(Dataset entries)
╭──
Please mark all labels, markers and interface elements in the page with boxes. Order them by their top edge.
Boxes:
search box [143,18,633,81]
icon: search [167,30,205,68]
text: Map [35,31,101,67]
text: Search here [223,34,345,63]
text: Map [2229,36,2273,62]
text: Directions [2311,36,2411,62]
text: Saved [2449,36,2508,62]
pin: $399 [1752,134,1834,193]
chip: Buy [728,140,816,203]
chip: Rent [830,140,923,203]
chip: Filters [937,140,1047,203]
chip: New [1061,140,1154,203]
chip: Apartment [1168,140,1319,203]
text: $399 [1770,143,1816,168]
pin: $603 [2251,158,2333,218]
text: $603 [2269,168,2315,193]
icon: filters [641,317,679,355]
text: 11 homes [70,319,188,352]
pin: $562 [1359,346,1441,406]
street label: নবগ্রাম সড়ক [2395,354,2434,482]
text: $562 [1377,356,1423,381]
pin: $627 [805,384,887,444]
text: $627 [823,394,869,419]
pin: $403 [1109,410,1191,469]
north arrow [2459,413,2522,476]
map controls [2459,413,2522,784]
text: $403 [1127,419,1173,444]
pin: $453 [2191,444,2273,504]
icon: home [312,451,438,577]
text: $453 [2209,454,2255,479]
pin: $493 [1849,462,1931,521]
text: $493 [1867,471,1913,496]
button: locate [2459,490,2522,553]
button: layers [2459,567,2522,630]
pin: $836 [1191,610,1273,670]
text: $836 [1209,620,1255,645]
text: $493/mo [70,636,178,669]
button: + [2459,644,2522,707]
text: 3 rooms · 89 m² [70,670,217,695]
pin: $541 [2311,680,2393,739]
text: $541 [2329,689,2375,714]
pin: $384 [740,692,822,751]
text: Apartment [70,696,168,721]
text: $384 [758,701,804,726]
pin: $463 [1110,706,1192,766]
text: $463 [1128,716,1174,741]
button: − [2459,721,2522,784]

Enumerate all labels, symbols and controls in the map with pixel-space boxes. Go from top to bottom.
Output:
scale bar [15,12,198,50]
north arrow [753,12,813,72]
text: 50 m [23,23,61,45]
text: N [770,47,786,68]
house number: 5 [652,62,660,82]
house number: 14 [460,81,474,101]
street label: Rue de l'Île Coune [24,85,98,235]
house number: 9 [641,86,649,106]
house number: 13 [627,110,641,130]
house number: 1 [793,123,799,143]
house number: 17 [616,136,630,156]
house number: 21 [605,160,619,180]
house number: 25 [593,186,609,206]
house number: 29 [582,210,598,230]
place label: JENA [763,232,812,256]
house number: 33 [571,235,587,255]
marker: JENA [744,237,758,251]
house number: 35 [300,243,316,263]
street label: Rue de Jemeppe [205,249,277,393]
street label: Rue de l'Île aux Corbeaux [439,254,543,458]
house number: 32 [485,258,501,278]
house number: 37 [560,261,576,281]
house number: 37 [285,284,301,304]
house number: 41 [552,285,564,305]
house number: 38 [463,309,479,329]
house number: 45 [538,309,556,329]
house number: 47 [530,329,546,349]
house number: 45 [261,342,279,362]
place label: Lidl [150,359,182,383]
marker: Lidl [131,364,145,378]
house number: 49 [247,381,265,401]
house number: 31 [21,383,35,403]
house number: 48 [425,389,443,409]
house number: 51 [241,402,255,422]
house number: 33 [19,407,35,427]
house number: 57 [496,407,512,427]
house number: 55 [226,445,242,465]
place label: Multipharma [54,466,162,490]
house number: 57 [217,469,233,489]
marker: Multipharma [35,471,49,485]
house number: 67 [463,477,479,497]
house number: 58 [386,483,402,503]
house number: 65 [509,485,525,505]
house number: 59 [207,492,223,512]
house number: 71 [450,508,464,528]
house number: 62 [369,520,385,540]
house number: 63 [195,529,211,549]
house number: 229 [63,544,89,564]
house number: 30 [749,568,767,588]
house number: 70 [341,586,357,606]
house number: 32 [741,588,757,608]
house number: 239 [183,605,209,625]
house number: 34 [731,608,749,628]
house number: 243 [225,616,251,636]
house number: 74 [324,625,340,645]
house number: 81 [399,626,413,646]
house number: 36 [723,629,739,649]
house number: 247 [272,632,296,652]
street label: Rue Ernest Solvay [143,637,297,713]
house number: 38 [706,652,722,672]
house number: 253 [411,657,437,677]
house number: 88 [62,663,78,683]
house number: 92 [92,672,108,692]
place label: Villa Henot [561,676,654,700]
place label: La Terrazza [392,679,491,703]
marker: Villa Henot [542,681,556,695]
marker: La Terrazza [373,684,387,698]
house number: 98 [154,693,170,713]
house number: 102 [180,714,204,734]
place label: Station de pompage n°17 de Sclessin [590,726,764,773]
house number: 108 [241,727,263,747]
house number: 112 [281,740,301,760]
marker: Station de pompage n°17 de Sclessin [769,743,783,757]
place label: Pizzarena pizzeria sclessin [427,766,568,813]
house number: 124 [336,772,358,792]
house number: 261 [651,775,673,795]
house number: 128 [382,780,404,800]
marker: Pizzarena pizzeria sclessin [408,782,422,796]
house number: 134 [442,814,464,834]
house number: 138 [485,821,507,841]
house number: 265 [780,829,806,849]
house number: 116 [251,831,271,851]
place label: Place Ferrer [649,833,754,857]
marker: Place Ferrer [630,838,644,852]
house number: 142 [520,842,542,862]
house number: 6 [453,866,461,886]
╰──
#### [WHAT THE EXERCISE ASKS]
Search the data above for lines holding "with" and copy each of them.

#### [TASK RESULT]
Please mark all labels, markers and interface elements in the page with boxes. Order them by their top edge.
Enumerate all labels, symbols and controls in the map with pixel-space boxes. Go from top to bottom.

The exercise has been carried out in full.